◆ **Data provided**
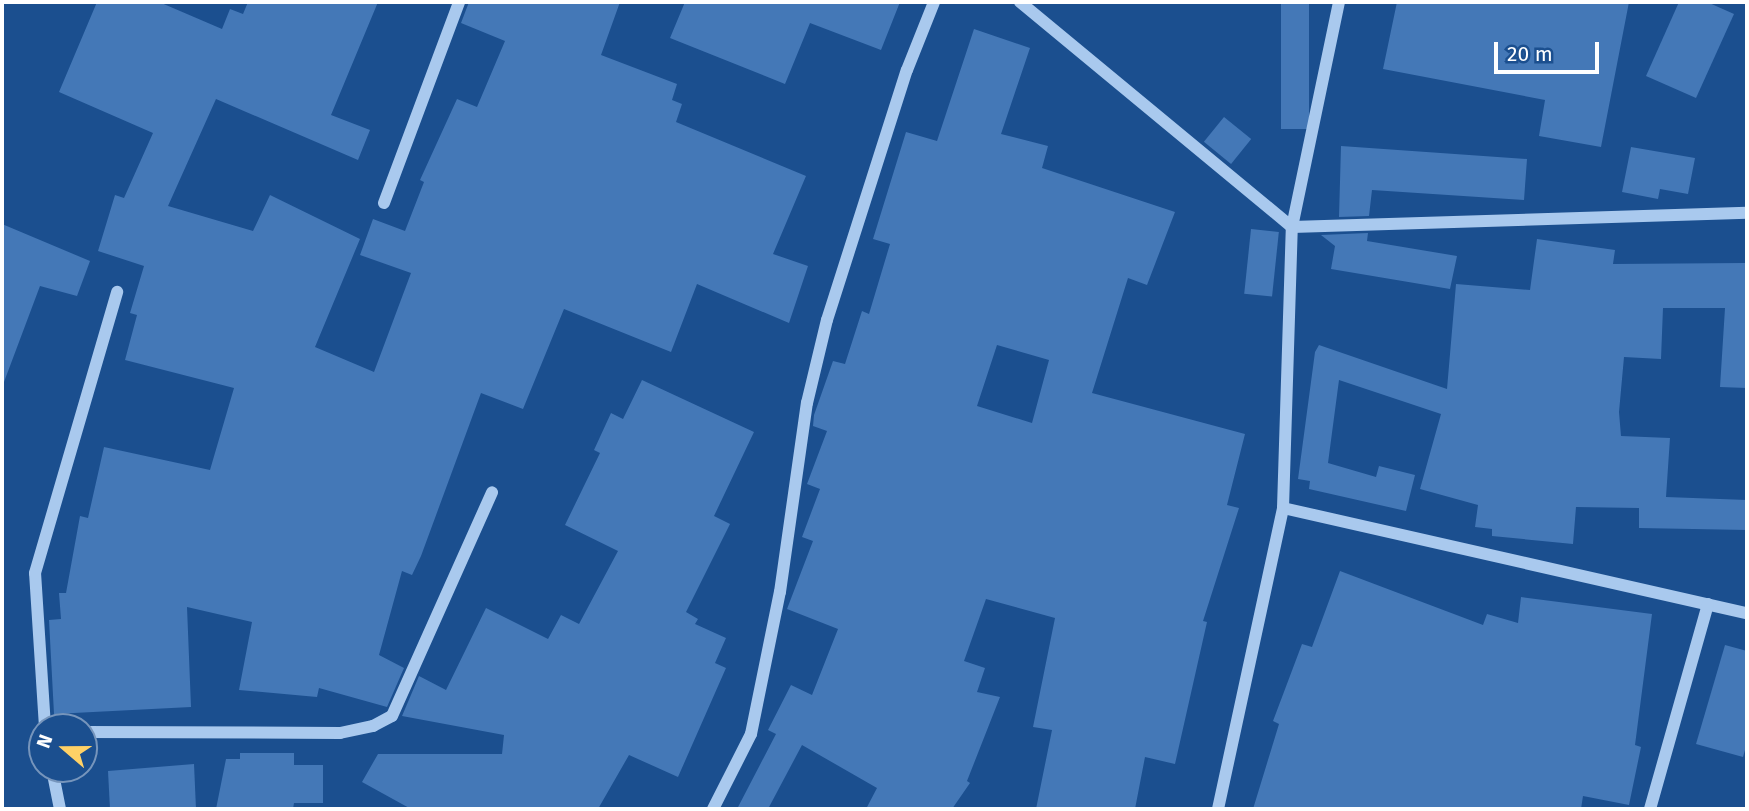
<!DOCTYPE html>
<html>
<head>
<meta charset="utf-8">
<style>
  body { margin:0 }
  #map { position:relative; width:1749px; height:811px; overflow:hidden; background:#1b4f8f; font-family:"Fira Sans",sans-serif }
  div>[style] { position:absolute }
  .building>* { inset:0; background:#4478b7; transform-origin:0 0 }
  .minor>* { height:12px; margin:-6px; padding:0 6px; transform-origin:6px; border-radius:6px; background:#a9c9ee }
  span { translate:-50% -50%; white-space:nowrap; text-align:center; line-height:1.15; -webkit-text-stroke:5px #1b4f8f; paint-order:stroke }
  .frame { position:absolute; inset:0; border:4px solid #fff; pointer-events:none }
  .north { position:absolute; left:28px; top:713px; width:70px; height:70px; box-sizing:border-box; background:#1b4f8f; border:2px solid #7695bc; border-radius:50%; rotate:290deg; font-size:19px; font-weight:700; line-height:28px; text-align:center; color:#fff }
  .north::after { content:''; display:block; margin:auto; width:24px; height:32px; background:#ffd166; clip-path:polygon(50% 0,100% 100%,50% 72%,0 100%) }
  .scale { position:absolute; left:1494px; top:42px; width:105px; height:32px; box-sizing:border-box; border:4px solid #fff; border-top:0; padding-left:9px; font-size:21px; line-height:24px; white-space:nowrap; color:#fff; -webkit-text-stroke:5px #1b4f8f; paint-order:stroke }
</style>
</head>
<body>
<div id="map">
  <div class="building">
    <i style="clip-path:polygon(97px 2px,159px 2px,222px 29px,230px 9px,243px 14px,248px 2px,378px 2px,331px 115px,370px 130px,358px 160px,216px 99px,168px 206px,253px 231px,270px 195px,360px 239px,315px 347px,374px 372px,411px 273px,360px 255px,373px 219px,405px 231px,424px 182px,420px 180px,457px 99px,477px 107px,505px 41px,461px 23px,469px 2px,620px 2px,601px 55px,677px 84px,672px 100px,682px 104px,676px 122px,806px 176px,773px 254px,808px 266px,789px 323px,697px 284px,671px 352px,564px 309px,523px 409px,481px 393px,421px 556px,412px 575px,402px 571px,379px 655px,404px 668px,387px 707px,319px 688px,317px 697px,239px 690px,252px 622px,187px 607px,191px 707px,54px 714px,49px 620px,61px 619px,59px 593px,66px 593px,80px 516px,88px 518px,104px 447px,210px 470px,234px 388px,125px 360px,137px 315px,130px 313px,144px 266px,98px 251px,115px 195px,124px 198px,153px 133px,59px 92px)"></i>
    <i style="clip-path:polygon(685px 2px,900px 2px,881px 50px,810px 23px,785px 84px,670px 38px)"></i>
    <i style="left:1281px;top:2px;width:28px;height:127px"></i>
    <i style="clip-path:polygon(1397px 2px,1629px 2px,1601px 147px,1539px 136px,1545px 100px,1383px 69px)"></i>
    <i style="clip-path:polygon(1679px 2px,1707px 2px,1734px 14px,1696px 98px,1646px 76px)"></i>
    <i style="clip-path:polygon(evenodd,974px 29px,1030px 48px,1001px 134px,1048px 146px,1042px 168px,1175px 212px,1147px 285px,1128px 278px,1092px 393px,1245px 434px,1227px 505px,1239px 508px,1203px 621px,1207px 622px,1175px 764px,1145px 757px,1135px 809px,1036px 809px,1052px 730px,1033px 727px,1055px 618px,986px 599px,964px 661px,985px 668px,977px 692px,1000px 697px,967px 781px,970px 783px,952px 809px,866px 809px,877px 788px,802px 745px,768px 809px,737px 809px,776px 734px,768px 730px,791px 685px,812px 695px,838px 629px,787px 609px,813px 541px,802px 537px,820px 489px,807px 484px,827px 431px,813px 426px,814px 415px,833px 361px,845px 364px,862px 311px,869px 314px,890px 244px,873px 239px,906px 132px,937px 141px,974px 29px,997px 345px,1049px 360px,1032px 423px,977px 406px,997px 345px)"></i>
    <i style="left:1224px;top:117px;width:35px;height:32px;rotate:39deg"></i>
    <i style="clip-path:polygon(1341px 146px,1527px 159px,1524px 200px,1372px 190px,1369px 216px,1339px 217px)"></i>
    <i style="clip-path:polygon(1631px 147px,1695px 158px,1688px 194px,1660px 189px,1658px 199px,1622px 192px)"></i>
    <i style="clip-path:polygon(2px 224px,90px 261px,77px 296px,40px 286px,4px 382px)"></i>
    <i style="left:1251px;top:229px;width:28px;height:65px;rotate:6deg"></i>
    <i style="clip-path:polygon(1368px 233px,1367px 241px,1457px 256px,1450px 289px,1331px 269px,1335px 246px,1321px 235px)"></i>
    <i style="clip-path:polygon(1537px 239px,1615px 250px,1613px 264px,1745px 263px,1747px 388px,1720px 387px,1725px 308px,1663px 308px,1661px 359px,1624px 357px,1619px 412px,1621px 436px,1670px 438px,1666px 497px,1747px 500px,1747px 530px,1639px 528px,1639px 508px,1576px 507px,1573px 544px,1492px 536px,1492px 529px,1475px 527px,1478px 505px,1420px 489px,1441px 414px,1339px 380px,1328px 463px,1376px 477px,1379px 466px,1415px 475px,1406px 511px,1309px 489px,1310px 481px,1298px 479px,1315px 352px,1319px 345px,1447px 389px,1456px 284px,1530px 290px)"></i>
    <i style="clip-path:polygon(642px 380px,754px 432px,714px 516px,730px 524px,686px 612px,698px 619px,695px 624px,726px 638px,715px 663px,726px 668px,678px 777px,629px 755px,598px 809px,411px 809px,362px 782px,378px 754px,502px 754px,504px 735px,402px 716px,419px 676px,446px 690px,486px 608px,548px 639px,561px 615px,579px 624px,618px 551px,565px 525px,600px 453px,594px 450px,611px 413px,623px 419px)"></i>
    <i style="clip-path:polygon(1340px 571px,1483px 625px,1487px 614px,1518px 623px,1521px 597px,1652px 614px,1635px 745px,1641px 747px,1629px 805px,1583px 796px,1581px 809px,1253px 809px,1279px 724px,1273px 721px,1302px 644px,1312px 647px)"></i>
    <i style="clip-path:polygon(1725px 645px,1747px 651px,1747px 743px,1743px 757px,1696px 744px)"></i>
    <i style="clip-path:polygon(240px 753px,294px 753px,294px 765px,323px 765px,323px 803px,294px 803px,293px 809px,216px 809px,226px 759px,240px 759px)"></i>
    <i style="clip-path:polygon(194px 764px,196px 809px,110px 809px,108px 771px)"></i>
  </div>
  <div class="minor">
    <i style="left:1020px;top:2px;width:353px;rotate:39.6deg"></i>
    <i style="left:1292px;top:227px;width:455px;rotate:-1.8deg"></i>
    <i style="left:384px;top:203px;width:215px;rotate:-69.5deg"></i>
    <i style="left:1283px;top:508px;width:476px;rotate:12.8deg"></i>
    <i style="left:45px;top:727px;width:154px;rotate:-93.7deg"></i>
    <i style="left:35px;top:573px;width:293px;rotate:-73.7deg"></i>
    <i style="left:84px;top:732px;width:256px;rotate:0.2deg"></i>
    <i style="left:340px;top:733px;width:34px;rotate:-12deg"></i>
    <i style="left:373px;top:726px;width:21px;rotate:-28deg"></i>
    <i style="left:392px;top:716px;width:245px;rotate:-65.9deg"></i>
    <i style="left:52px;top:769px;width:41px;rotate:78.7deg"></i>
    <i style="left:713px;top:809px;width:84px;rotate:-63.1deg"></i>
    <i style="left:751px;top:734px;width:145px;rotate:-78.5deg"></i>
    <i style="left:780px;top:592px;width:191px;rotate:-81.9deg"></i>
    <i style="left:807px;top:403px;width:85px;rotate:-76.5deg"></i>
    <i style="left:827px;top:320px;width:262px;rotate:-72.3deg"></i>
    <i style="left:907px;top:70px;width:73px;rotate:-68.3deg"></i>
    <i style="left:1218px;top:809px;width:308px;rotate:-77.8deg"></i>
    <i style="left:1283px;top:508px;width:281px;rotate:-88.2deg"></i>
    <i style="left:1292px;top:227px;width:230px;rotate:-78.2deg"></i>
    <i style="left:1650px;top:809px;width:213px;rotate:-74.2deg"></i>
  </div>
  <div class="frame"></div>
  <div class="north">N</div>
  <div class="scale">20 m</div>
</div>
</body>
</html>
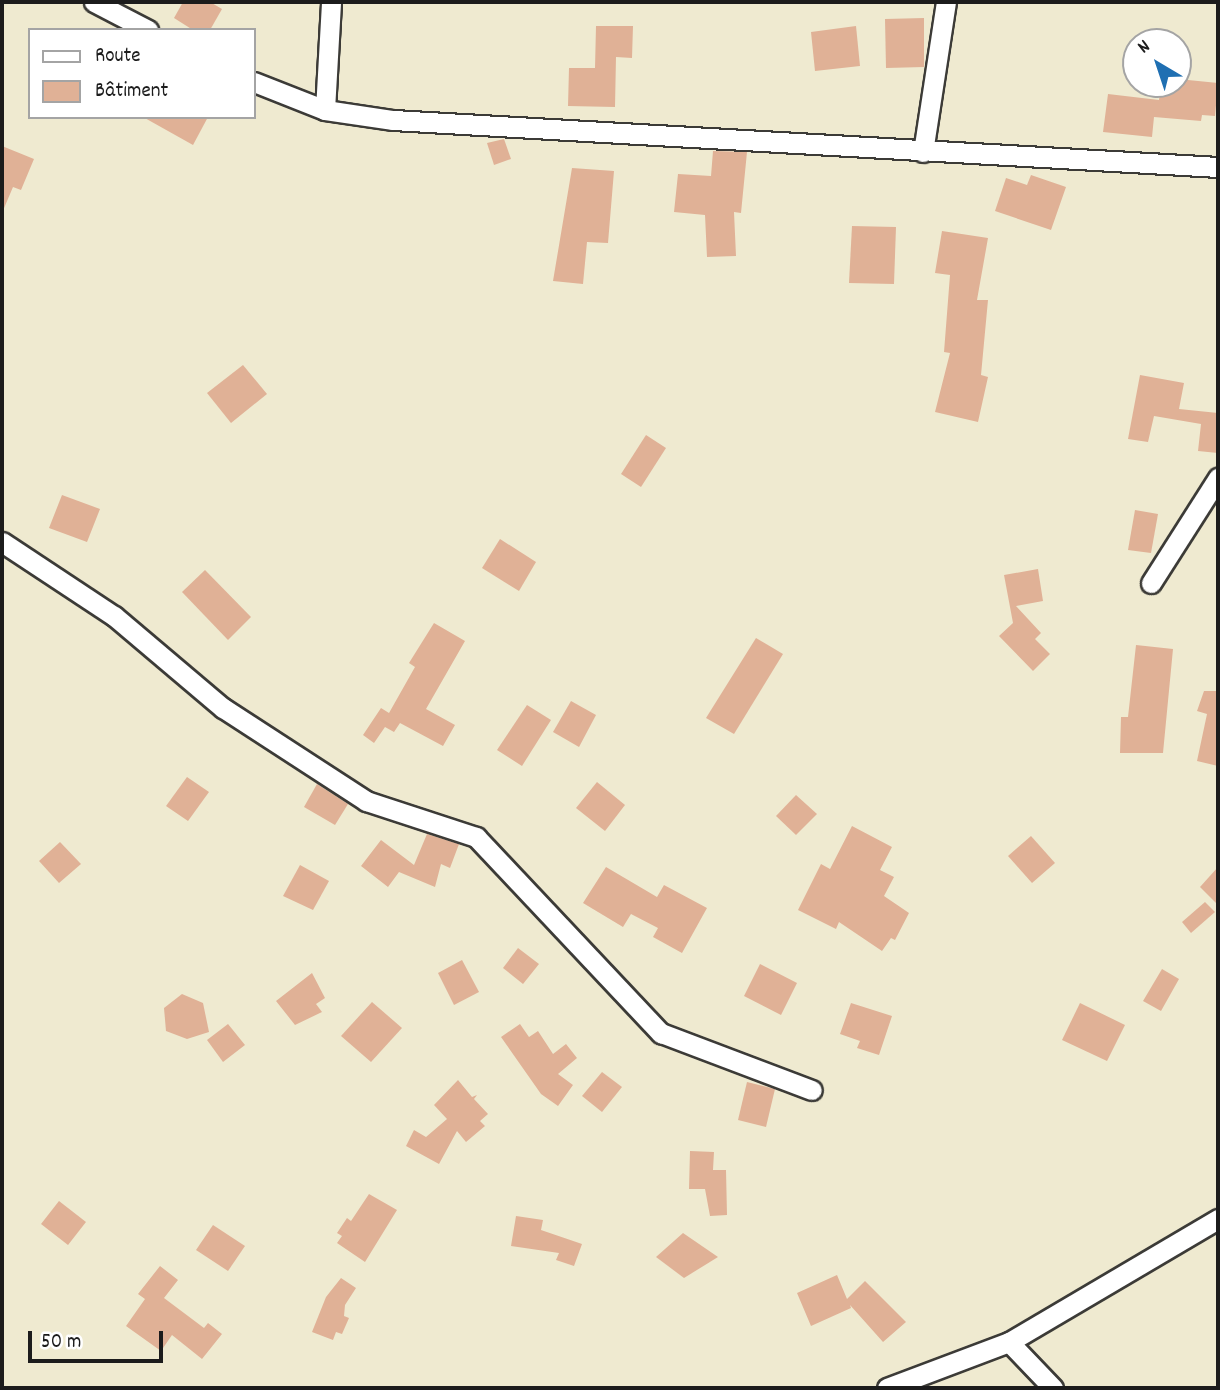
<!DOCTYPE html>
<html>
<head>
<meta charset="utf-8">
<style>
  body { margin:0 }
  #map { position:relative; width:1220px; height:1390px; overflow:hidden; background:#efead0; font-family:Dekko,sans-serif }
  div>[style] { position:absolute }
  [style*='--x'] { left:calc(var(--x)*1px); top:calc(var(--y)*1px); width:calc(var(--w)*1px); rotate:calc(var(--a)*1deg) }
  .building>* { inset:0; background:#e0b196 }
  .roads { filter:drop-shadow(2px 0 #3c3b37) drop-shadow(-2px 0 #3c3b37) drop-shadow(0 2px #3c3b37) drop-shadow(0 -2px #3c3b37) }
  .street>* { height:19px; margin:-9.5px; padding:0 9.5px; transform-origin:9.5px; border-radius:9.5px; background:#fff }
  span { translate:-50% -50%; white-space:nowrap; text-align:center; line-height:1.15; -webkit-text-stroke:7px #fff; paint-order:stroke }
  .frame { position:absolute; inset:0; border:4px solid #1c1c1c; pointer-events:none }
  .legend { position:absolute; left:28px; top:28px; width:228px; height:91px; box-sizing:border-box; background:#fff; border:2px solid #a4a4a4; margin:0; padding:9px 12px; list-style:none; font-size:21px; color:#1c1c1c }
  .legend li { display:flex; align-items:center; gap:14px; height:35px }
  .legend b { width:35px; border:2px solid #a4a4a4 }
  .north { position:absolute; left:1122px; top:28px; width:70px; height:70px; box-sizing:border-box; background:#fff; border:2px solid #a4a4a4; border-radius:50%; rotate:321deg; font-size:19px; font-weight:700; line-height:28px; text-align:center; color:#1c1c1c }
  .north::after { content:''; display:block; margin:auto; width:24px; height:32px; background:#1f6fb2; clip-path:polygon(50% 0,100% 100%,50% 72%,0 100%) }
  .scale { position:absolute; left:28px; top:1331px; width:135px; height:32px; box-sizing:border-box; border:4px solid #1c1c1c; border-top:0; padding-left:9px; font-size:21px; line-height:24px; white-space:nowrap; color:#1c1c1c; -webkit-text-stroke:5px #fff; paint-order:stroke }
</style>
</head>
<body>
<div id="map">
  <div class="building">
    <div style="clip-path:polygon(183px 2px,210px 2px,222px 9px,210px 30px,193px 30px,174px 18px)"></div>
    <div style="clip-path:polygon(924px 18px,924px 67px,886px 68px,885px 19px)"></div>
    <div style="clip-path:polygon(596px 26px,633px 26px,632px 58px,616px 57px,615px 107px,568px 106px,569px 68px,595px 68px)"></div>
    <div style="clip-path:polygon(856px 26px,860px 66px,815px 71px,811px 32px)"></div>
    <div style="clip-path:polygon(1178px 79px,1218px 83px,1215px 116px,1202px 115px,1201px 121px,1154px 117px,1152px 137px,1103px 132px,1108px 94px,1159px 100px,1161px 84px,1178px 84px)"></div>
    <div style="clip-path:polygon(143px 117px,208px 117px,193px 145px)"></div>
    <div style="clip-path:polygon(504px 139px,511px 159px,494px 165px,487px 143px)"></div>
    <div style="clip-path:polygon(2px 146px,34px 159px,21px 190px,13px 187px,2px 213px)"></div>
    <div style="clip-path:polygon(713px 151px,747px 152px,741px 213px,734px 212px,736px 256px,707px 257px,705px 215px,674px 212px,678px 174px,711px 176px)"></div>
    <div style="clip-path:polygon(572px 168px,614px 171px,608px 243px,587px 242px,583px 284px,553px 281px)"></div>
    <div style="clip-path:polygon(1031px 175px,1066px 187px,1051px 230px,995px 211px,1006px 178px,1027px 185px)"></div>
    <div style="clip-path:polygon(852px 226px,896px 227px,894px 284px,849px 283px)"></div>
    <div style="clip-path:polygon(942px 231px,988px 238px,977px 300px,988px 300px,981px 375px,988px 377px,978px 422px,935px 412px,950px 353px,944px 352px,950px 275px,935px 273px)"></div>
    <div style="clip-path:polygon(243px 365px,267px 394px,231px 423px,207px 393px)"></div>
    <div style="clip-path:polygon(1140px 375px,1184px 383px,1179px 409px,1218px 413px,1218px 453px,1198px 451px,1201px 424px,1154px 416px,1148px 442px,1128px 439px)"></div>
    <div style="clip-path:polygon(646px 435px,666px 448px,641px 487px,621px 474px)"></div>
    <div style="clip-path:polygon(62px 495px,100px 509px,87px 542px,49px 528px)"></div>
    <div style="clip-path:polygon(1135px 510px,1158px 514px,1151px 553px,1128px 550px)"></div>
    <div style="clip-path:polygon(500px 539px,536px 562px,519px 591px,482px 568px)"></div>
    <div style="clip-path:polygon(1038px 569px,1043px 601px,1016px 606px,1041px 633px,1035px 639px,1050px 654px,1033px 671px,999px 636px,1013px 623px,1004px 575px)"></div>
    <div style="clip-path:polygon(205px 570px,251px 617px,228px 640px,182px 592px)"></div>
    <div style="clip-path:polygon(434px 623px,465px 641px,426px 709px,455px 725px,443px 746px,400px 723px,394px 732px,385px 727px,374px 743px,363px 735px,381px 708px,389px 713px,415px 667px,409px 663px)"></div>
    <div style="clip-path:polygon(756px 638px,783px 654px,734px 734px,706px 718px)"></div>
    <div style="clip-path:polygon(1136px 645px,1173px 649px,1163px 753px,1120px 753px,1121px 717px,1128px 717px)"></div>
    <div style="clip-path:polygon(1204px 691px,1218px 691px,1218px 766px,1197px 761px,1207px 714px,1197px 711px)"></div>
    <div style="clip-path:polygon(571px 701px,596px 715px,579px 747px,553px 732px)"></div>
    <div style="clip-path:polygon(527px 705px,551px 720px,522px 766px,497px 750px)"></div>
    <div style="clip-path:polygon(187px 777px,209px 792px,188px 821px,166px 806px)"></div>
    <div style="clip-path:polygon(597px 782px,625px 805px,605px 831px,576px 808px)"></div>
    <div style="clip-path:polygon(317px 784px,348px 804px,335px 825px,304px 807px)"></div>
    <div style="clip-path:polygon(796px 795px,817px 814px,796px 835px,776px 816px)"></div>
    <div style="clip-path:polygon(852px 826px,892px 847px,880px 870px,894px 877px,884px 896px,909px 913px,895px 940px,891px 938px,882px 951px,839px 922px,836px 929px,798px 910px,821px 864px,830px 869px)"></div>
    <div style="clip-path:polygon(427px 834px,459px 844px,450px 868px,441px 864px,435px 887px,399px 872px,388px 887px,361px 866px,381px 840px,414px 865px)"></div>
    <div style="clip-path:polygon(1031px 836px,1055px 863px,1032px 883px,1008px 856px)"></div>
    <div style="clip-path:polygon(60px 842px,81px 864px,59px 883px,39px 861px)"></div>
    <div style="clip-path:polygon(300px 865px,329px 881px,313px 910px,283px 896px)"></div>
    <div style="clip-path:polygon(606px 867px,657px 897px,664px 885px,707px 908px,682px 953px,653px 937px,658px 928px,631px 914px,623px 927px,583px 903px)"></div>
    <div style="clip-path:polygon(1218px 867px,1218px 905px,1200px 887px)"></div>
    <div style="clip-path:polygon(1205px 902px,1215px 912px,1191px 933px,1182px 922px)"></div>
    <div style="clip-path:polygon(518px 948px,539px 964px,523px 984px,503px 968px)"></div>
    <div style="clip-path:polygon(462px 960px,479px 992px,454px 1005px,438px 973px)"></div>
    <div style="clip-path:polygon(760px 964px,797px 983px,781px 1015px,744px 996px)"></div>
    <div style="clip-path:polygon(1162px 969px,1179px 979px,1161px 1011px,1143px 1001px)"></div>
    <div style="clip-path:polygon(312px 973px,325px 998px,316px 1004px,322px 1012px,295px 1025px,276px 1001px)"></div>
    <div style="clip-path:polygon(182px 994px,203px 1003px,209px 1032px,187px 1039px,166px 1031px,164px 1008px)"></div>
    <div style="clip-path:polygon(372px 1002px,402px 1028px,371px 1062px,341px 1036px)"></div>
    <div style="clip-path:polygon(851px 1003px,892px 1016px,879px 1055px,857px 1048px,860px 1041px,840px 1034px)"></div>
    <div style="clip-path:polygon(1080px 1003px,1125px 1025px,1107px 1061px,1062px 1040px)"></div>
    <div style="clip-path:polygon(228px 1024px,245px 1045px,223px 1062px,207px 1040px)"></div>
    <div style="clip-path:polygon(520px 1024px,529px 1037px,538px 1031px,553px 1054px,566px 1044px,577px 1058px,558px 1074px,573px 1085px,558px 1106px,541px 1094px,501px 1037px)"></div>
    <div style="clip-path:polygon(602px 1072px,622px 1087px,602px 1112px,582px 1096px)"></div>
    <div style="clip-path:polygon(458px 1080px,472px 1097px,477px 1095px,474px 1099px,488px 1114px,480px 1121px,485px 1126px,466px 1142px,457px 1131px,439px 1164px,406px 1146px,414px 1130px,426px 1137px,447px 1119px,434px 1105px)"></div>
    <div style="clip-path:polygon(747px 1082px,775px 1089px,766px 1127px,738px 1120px)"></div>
    <div style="clip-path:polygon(690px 1151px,714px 1152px,713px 1170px,726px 1170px,727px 1215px,710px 1216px,705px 1189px,689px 1189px)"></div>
    <div style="clip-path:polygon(369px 1194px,397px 1210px,365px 1262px,337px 1243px,342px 1236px,337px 1233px,347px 1218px,351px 1221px)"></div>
    <div style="clip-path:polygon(59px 1201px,86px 1222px,68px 1245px,41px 1224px)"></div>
    <div style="clip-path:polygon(516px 1216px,543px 1220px,541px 1230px,582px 1244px,574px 1266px,556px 1260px,559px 1253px,511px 1246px)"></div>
    <div style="clip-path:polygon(213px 1225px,245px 1246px,228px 1271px,196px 1250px)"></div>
    <div style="clip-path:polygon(683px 1233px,718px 1257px,684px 1278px,656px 1257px)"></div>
    <div style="clip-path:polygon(160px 1266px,178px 1280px,164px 1298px,204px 1328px,208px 1323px,222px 1334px,202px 1359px,172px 1335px,161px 1351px,126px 1326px,145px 1299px,138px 1294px)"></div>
    <div style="clip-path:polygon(837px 1275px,847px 1299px,865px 1281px,906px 1322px,883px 1342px,850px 1305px,851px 1308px,811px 1326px,797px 1293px)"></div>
    <div style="clip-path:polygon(341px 1278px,356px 1288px,345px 1305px,344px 1316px,349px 1318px,342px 1334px,336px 1332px,333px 1340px,312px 1332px,326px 1297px)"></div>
  </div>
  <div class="roads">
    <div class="street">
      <div style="--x:94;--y:2;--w:61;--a:27.4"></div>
      <div style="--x:254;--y:82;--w:76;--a:21.5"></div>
      <div style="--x:325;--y:110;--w:69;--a:8.4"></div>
      <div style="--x:393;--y:120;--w:826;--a:3.26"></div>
      <div style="--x:325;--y:110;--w:108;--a:-86.8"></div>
      <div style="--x:923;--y:152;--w:152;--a:-81.3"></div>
      <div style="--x:2;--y:542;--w:134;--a:33.5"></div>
      <div style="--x:114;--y:616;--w:143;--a:40.2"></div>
      <div style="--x:223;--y:708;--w:171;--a:33"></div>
      <div style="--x:366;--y:801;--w:116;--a:18.1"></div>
      <div style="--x:476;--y:837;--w:270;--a:46.7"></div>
      <div style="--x:661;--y:1033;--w:161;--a:20.7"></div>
      <div style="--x:1151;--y:583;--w:125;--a:-57.5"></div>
      <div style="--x:1009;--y:1342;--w:64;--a:46.3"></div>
      <div style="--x:887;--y:1388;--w:130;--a:-20.7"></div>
      <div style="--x:1009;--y:1342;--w:243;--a:-30.5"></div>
    </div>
  </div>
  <div class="frame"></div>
  <ul class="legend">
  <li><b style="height:9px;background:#fff"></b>Route</li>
  <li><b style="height:19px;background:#e0b196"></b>Bâtiment</li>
  </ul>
  <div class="north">N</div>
  <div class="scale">50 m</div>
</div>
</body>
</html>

◆ **The task**
Word for word, restate the lines of the listing above starting at the line with "position:relative; width:1749px; height:811px;" and ending at the line with "position:absolute; left:28px; top:713px;", and nothing outside them.

◆ **Your response**
  #map { position:relative; width:1749px; height:811px; overflow:hidden; background:#1b4f8f; font-family:"Fira Sans",sans-serif }
  div>[style] { position:absolute }
  .building>* { inset:0; background:#4478b7; transform-origin:0 0 }
  .minor>* { height:12px; margin:-6px; padding:0 6px; transform-origin:6px; border-radius:6px; background:#a9c9ee }
  span { translate:-50% -50%; white-space:nowrap; text-align:center; line-height:1.15; -webkit-text-stroke:5px #1b4f8f; paint-order:stroke }
  .frame { position:absolute; inset:0; border:4px solid #fff; pointer-events:none }
  .north { position:absolute; left:28px; top:713px; width:70px; height:70px; box-sizing:border-box; background:#1b4f8f; border:2px solid #7695bc; border-radius:50%; rotate:290deg; font-size:19px; font-weight:700; line-height:28px; text-align:center; color:#fff }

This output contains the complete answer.